Scientists from Japan, Russia and America recently made all science textbooks obsolete when the four new elements they discovered were officially added to the periodic table, completing the 7th period of the table of elements. The first elements added to the table since 2011 were verified by the U.S.-based International Union of Pure and Applied Chemistry (IUPAC), the global organization responsible for governing chemical nomenclature, terminology and measurement.

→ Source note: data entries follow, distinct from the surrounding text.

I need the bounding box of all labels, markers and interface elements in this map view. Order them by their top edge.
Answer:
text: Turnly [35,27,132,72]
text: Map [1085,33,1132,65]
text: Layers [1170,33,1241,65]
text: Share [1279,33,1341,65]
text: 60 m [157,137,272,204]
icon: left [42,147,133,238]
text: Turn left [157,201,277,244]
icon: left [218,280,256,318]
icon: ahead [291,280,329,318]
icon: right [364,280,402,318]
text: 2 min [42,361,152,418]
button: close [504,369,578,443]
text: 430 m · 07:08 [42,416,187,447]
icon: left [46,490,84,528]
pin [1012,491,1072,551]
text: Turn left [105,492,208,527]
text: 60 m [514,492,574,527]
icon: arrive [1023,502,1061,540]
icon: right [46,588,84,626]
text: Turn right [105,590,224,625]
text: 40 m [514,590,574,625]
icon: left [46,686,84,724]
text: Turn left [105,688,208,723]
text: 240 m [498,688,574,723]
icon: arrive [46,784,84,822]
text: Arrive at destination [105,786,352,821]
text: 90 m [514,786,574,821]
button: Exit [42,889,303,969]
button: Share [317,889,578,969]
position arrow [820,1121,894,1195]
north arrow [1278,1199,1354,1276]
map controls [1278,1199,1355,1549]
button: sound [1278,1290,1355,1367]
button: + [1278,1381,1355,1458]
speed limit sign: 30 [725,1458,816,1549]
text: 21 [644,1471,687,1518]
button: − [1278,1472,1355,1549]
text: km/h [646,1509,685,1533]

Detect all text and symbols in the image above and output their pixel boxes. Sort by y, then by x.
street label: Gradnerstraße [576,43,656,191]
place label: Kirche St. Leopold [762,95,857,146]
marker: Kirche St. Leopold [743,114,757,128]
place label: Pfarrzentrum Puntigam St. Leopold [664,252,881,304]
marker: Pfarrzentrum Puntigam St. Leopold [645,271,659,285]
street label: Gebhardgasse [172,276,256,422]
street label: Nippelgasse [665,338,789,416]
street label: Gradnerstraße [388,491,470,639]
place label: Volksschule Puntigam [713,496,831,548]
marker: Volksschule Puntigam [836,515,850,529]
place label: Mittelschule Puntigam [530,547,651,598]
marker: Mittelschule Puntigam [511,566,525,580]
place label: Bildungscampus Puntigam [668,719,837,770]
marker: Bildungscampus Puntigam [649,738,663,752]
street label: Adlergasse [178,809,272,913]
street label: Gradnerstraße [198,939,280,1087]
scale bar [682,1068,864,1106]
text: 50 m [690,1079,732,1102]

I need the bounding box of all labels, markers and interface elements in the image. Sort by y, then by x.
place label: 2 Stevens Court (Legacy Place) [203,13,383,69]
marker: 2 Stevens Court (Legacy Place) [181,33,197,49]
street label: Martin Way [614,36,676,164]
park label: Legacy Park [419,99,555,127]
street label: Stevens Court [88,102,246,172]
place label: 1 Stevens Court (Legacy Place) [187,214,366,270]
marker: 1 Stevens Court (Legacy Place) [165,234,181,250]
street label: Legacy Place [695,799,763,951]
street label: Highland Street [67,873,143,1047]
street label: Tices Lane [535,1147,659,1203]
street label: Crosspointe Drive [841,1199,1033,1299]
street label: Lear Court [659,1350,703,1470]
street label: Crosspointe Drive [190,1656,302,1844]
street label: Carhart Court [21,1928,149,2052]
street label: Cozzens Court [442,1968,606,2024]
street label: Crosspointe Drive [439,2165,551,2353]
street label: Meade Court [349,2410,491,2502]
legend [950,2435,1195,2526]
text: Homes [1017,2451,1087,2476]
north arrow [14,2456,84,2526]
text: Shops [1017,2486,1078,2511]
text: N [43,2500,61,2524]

In a press release from December 30, 2015, IUPAC said that it has “reviewed the relevant literature for elements 113, 115, 117, and 118 and has determined that the claims for discovery of these elements have been fulfilled, in accordance with the criteria for the discovery of elements of the IUPAP/IUPAC Transfermium Working Group (TWG) 1991 discovery criteria. These elements complete the 7th row of the periodic table of the elements, and the discoverers from Japan, Russia and the USA will now be invited to suggest permanent names and symbols.”
Element 113 or ununtrium, Uut was discovered by the RIKEN collaboration team in Japan while elements 115 (ununpentium, Uup), 117 (ununseptium, Uus) and 118 (ununoctium, Uuo) were credited to the collaboration between the Joint Institute for Nuclear Research in Dubna, Russia; Lawrence Livermore National Laboratory, California, USA; and Oak Ridge National Laboratory, Oak Ridge, Tennessee.
Elements can be named for the scientist that discovered them or after a mineral, place, country and mythological concept. The four elements that completed the 7th row are all man-made elements, “discovered by slamming lighter-nuclei into each other and tracking the following decay of the radioactive superheavy elements. The superheavey elements only exist for a fraction of a second before they decay into other elements.
RIKEN President Ryoji Noyori suggested that credit for an element “is of greater value than an Olympic gold medal.”
Mark Cesa, president of IUPAC from 2014-15, said in The Chicago Tribune, "Filling in the seventh row of the periodic table is a great big deal to us chemists because it expands what we know about nature; these new elements really do exist. It tells us that even more new elements may be possible."
While Cesa, scientist and teachers are excited for the discovery and the completion of the table, science students everywhere may have just let out a collective sigh knowing that they have four more elements to memorize.